Welsh Secretary ‘wishes’ Wales hadn’t been allowed to set its own Covid rules
The Westminster-appointed Welsh Secretary has suggested that he wishes Wales had not been allowed to set its own Covid rules.
In an interview with Times Radio, Simon Hart said that he would have preferred it if “we could have approached all of the Covid reactions and interventions as one UK”.
The Tory MP made the suggestion after being asked about the comments of Baron Frost, who sits in the House of Lords, who claimed that the pandemic had shown that it was “nonsense” having different rules in different parts of the UK.
Writing in the Telegraph, Frost said said that the step was necessary to “save Boris, the Conservative Party and the country”.
A recent opinion poll showed that 60% of people in Wales preferred the Welsh Government’s approach to tackling the pandemic.
The YouGov survey also suggested that 17% of people in Wales preferred the approach to tackling the pandemic taken in England by the UK Government, while 10% said they don’t know and 13% said neither.
During an interview with Simon Hart, Times Radio broadcaster Matt Chorley said: “On the subject of Covid, your former Cabinet colleague Lord Frost, said it was nonsense for Wales to have its own Covid rules. Do you agree with him?”
Simon Hart replied: “I must say that I wish that we could have approached all of the Covid reactions and interventions as one UK. I think it would have been easier to communicate that to the population. I think it would have been easier to administer.
“We would have got a greater degree of public understanding and compliance for longer, and the real truth is, and sometimes people do say well ‘you know didn’t Welsh Government handle it rather better? Weren’t the outcomes rather better?’.
“The reality is if you look at all of the measurements of success or failure, whatever they might be in Covid, actually there was precious little difference between England and Wales.”
‘Rebuild the UK nation-state’
In his article for the Telegraph, Lord Frost said: “First, we must rebuild the UK nation-state as a collective endeavour for everyone within it,” he said.

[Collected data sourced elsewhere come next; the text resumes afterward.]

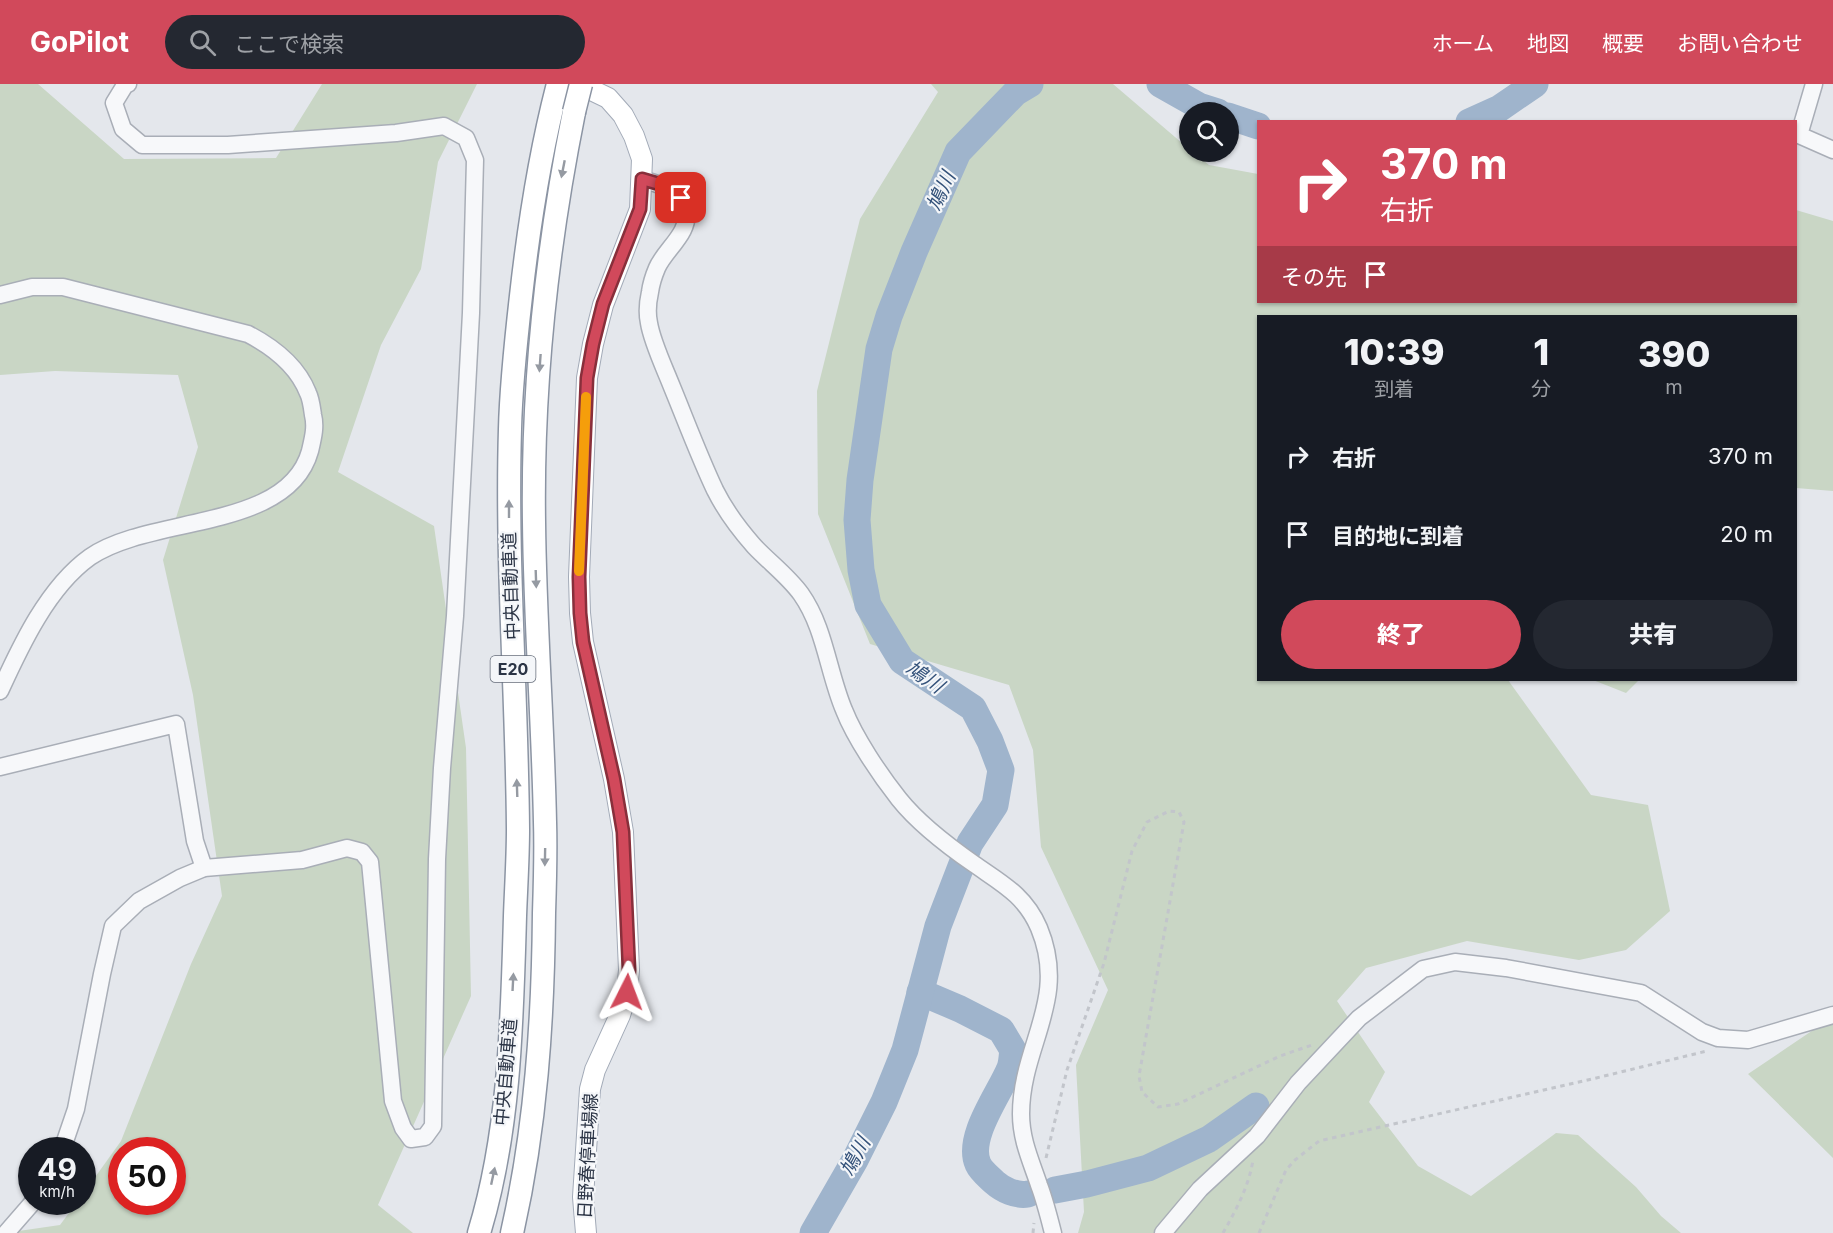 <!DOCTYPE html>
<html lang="ja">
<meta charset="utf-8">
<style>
:root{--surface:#171b24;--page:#242831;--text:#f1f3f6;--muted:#9ea1a6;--accent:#d1495b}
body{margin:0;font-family:Inter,"Noto Sans JP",sans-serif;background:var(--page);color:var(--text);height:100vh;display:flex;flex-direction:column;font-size:22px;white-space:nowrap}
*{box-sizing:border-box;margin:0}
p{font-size:20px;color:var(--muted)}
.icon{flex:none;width:33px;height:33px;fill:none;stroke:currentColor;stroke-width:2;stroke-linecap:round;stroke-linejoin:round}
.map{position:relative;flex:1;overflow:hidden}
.sheet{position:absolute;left:1257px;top:231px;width:540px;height:366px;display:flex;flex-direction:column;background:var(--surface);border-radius:0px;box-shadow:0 2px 4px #0004}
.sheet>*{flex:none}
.banner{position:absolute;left:1257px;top:36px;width:540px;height:183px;border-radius:0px;box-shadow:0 2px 4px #0004;background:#d1495b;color:#fff;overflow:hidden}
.tools{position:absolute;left:1179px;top:18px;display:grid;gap:12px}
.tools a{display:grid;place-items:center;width:60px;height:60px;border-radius:50%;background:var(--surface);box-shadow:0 2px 4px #0004;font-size:30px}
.speed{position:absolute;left:18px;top:1053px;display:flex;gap:12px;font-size:30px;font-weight:700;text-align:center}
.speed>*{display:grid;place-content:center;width:78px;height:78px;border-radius:50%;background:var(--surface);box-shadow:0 2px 4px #0004;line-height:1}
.speed small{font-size:15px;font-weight:400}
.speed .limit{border:9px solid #d22;background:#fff;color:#111}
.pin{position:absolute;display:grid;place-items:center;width:51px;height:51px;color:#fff;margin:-26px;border-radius:12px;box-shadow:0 3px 9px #0006}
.me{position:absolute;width:66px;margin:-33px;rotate:3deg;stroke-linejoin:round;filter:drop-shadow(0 0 4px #0008)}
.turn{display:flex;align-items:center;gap:21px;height:126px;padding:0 24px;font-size:27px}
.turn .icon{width:78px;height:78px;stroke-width:2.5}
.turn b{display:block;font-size:42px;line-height:51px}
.then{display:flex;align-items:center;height:57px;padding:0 24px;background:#0003;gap:12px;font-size:22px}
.eta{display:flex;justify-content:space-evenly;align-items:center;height:102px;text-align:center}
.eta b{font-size:36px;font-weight:800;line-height:42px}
.cta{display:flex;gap:12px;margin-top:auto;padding:12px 24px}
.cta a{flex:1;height:69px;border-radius:36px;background:var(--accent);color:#fff;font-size:24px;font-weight:800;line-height:69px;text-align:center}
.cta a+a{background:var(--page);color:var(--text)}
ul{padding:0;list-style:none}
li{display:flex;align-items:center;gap:18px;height:78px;padding:0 24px}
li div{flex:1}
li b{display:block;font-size:22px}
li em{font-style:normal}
header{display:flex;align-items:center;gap:36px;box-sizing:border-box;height:84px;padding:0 30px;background:var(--accent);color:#fff}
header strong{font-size:28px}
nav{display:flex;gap:33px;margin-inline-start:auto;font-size:21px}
.search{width:420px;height:54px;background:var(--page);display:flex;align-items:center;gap:15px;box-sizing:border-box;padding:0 21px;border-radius:33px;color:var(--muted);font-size:22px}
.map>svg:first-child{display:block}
.green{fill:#c9d6c5;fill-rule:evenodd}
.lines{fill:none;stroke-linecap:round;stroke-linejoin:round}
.river{stroke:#9fb4cc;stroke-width:27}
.minor-casing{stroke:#a9aeb7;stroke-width:19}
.major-casing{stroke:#a3abb8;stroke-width:22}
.highway-casing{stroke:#8b94a3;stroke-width:25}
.path{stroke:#c2c5cb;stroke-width:3;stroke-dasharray:4.5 4.5;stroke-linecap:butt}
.minor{stroke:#f7f8fa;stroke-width:16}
.major{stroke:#fff;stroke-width:20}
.highway{stroke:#fff;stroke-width:22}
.highway-bridge-casing{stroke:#8b94a3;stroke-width:25;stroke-linecap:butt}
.highway-bridge{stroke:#fff;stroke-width:22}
.oneway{fill:#959aa2}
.route-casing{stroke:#882f3b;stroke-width:15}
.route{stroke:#d1495b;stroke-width:10}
.slow{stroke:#f59e0b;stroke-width:10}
.labels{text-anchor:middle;stroke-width:4.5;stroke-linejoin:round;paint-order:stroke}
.shield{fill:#f4f6f9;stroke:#676e7b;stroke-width:1.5}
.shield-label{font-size:16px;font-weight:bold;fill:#2b3445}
.street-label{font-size:18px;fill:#2b3445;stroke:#f4f6f9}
.water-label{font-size:20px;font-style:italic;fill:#34527a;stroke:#f4f6f9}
</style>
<header>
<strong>GoPilot</strong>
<div class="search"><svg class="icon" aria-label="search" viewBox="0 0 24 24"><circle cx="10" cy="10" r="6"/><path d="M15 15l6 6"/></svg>ここで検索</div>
<nav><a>ホーム</a><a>地図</a><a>概要</a><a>お問い合わせ</a></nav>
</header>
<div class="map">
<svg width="1833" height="1149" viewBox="0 0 1833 1149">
<rect width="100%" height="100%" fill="#e4e7ec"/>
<!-- green -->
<g class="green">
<path d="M0 0H38L124 75 276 74 322 0H477L438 78 421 185 381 261 338 388 434 442 466 664 471 912 378 1121 413 1149H5L60 1141 77 1118H82L83 1110 121 1057 191 880 222 812 193 611 163 476 198 363 178 291 55 287 0 291ZM122 1066H172V1118H122Z"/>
<polygon points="931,0 1113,0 1189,65 1190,68 1193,68 1209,81 1258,90 1258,218 1796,218 1796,126 1833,137 1833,407 1796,404 1796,232 1258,232 1258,596 1508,596 1591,711 1648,721 1670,827 1626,866 1579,876 1467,857 1366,884 1337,917 1385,988 1369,1018 1418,1082 1471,1112 1556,1049 1578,1051 1636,1103 1661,1132 1681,1149 1078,1149 1084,1128 1076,981 1108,906 1041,763 1033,666 1009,601 870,560 818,430 817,307 860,135 938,8"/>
<polygon points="1593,596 1639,596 1626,609"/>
<polygon points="1833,924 1833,1074 1748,990 1825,938"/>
</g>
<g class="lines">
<!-- river -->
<g class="river">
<polyline points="1160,0 1199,22 1218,28"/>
<polyline points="1228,32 1258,42"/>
<polyline points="1469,38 1500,24 1535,0"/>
<path d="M920 908 960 925 1001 946 1013 966C1012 972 1012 979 1010 984 1000 1009 966 1053 978 1080 981 1087 989 1093 994 1098 1003 1106 1016 1112 1028 1110"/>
<polyline points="1055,1106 1087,1100 1148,1084 1209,1055 1256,1022"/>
<polyline points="813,1149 855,1076 884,1018 905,966 938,842 970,759 995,721 1001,686 990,657 973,624 902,577 868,521 861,486 857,436 860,396 879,265 889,232 914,168 958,68 1015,9 1030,0"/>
</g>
<defs>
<g id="minor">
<polyline points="1814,0 1799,51 1833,66"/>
<path d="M642 95C658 100 682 106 686 125 691 149 665 165 657 184 654 191 651 201 650 208 648 217 647 230 649 239 652 258 665 285 672 303 686 337 699 372 715 406 725 426 739 445 754 462 769 478 788 492 801 510 825 544 828 588 844 626 855 654 880 691 899 715 919 740 948 762 974 780 1001 799 1025 811 1039 844 1069 916 1021 961 1021 1030 1021 1056 1031 1077 1039 1101 1045 1117 1049 1133 1053 1149"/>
<path d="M0 211 32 203H63L248 250C273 263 297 281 308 309 311 315 312 324 313 331 316 343 313 354 310 367 288 447 151 431 90 473 48 503 21 561 0 607"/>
<polyline points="0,683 176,640 195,757 204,784"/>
<polyline points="62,1066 76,1025 102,890 113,842 139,817 180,794 204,784 302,776 347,764 362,768 370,778 393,1017 403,1044 411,1055 425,1053 433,1042 437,775 442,684 455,532 471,229 475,76 466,54 444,42 396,49 228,61 142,61 123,45 114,19 125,1 128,0"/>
<polyline points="6,1149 33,1118"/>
<polyline points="1163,1149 1200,1105 1257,1052 1298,999 1359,934 1423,885 1455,878 1506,884 1641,909 1702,948 1718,954 1748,956 1833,931"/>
</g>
<polyline id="major" points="579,0 608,14 623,31 634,52 642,75 640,125 603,221 593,260 587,294 579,493 580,529 583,558 614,695 623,748 629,886 627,908 620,931 595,986 590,1005 583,1113 586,1149"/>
<g id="highway">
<path d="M479 1149C510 1047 512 938 515 832 516 804 518 774 518 745 517 612 506 478 510 345 511 300 516 256 521 212 529 140 540 69 558 0"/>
<path d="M512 1149C536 1043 543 937 544 829 545 799 546 768 545 738 543 638 535 538 534 438 532 301 547 163 574 28"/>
</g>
</defs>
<!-- minor casing -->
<use href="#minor" class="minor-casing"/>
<!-- major casing -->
<use href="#major" class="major-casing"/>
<!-- highway casing -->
<use href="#highway" class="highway-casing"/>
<!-- path -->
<g class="path">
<polyline points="1046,1074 1067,986 1104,879 1132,767 1147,738 1169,727 1179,728 1184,738 1139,992 1142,1008 1158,1023 1178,1020 1280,972 1312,961"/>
<polyline points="1033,1149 1034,1139"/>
<path d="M1223 1149C1236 1126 1249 1102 1253 1076"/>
<polyline points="1259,1149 1286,1086 1295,1076 1319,1057 1592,995 1707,967"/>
</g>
<!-- minor -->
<use href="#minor" class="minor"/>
<!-- major -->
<use href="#major" class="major"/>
<!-- highway -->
<use href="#highway" class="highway"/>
<defs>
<polyline id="highway-bridge" points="574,28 581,0"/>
</defs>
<!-- highway-bridge casing -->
<use href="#highway-bridge" class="highway-bridge-casing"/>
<!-- highway-bridge -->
<use href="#highway-bridge" class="highway-bridge"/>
</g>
<!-- one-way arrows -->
<defs><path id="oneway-solid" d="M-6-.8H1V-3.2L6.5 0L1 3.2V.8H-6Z" transform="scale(1.5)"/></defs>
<g class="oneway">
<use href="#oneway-solid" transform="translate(563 85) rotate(101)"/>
<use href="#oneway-solid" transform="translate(540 279) rotate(94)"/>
<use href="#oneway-solid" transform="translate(509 425) rotate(-90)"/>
<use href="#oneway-solid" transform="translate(536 495) rotate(88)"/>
<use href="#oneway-solid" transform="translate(517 704) rotate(-92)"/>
<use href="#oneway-solid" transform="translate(545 773) rotate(91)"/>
<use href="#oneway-solid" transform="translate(513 898) rotate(-87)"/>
<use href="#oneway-solid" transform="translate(493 1092) rotate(-78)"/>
</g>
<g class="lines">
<defs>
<polyline id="route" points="627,908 629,886 623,748 614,695 583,558 580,529 579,493 587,294 593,260 603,220 640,125 642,95 666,102 681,114"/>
</defs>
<!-- route casing -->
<use href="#route" class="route-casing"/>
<!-- route -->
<use href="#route" class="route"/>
<!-- slow -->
<polyline class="slow" points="579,487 586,313"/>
</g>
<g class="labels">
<!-- shield labels -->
<rect class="shield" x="490.5" y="572" width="45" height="26" rx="4.5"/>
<g class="shield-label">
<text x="513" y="591">E20</text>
</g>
<!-- street labels -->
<g class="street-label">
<text transform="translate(511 502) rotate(-92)" y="6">中央自動車道</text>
<text transform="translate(506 988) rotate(-85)" y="6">中央自動車道</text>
<text transform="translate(588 1072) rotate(-87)" y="6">日野春停車場線</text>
</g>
<!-- water labels -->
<g class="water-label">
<text transform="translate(941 107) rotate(-66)" y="7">鳩川</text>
<text transform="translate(925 593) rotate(34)" y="7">鳩川</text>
<text transform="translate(855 1072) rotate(-62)" y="7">鳩川</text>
</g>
</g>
</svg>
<div class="tools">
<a><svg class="icon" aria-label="search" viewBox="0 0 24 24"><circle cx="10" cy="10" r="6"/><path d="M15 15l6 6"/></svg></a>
</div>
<div class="speed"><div>49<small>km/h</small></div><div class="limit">50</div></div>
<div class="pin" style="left:681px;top:114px;background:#d93025"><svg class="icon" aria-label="arrive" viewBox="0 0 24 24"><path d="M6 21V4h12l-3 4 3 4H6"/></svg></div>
<svg class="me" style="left:627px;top:908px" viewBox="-20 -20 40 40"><path d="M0-17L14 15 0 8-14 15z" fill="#d1495b" stroke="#fff" stroke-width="4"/></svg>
<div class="banner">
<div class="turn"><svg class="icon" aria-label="right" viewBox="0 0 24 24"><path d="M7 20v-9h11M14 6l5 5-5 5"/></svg><div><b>370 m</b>右折</div></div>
<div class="then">その先<svg class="icon" aria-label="arrive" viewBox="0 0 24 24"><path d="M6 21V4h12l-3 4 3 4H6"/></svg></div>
</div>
<section class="sheet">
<div class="eta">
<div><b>10:39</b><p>到着</p></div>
<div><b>1</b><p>分</p></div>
<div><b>390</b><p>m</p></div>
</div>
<ul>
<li><svg class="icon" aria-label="right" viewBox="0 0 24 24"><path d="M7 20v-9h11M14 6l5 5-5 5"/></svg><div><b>右折</b></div><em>370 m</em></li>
<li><svg class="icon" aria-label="arrive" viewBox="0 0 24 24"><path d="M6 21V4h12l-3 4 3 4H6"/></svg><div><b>目的地に到着</b></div><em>20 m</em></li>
</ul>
<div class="cta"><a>終了</a><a>共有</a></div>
</section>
</div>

“The democratic nation-state is the best way human beings have found to create political community and loyalty, to facilitate solidarity, and to make people feel part of something bigger.
“A country with self-respect cannot have its laws set by others. We must therefore finish the business of re-establishing our sovereignty in Northern Ireland – step by step, if necessary, but with no doubt about the final goal.
“We should put an end to ‘devolve and forget’ in Scotland and Wales. Local decision-making is fine, but it should come within a sensible national framework. The pandemic made clear the nonsense of having four different travel and public health policies.”
He also called for stopping “inward migration” and not “conceding special privileges to people purely because they are members of a favoured group” so that the government could “build a more cohesive Britain”.
“Any other path means fragmenting and ultimately undermining our collective life in this country,” he said.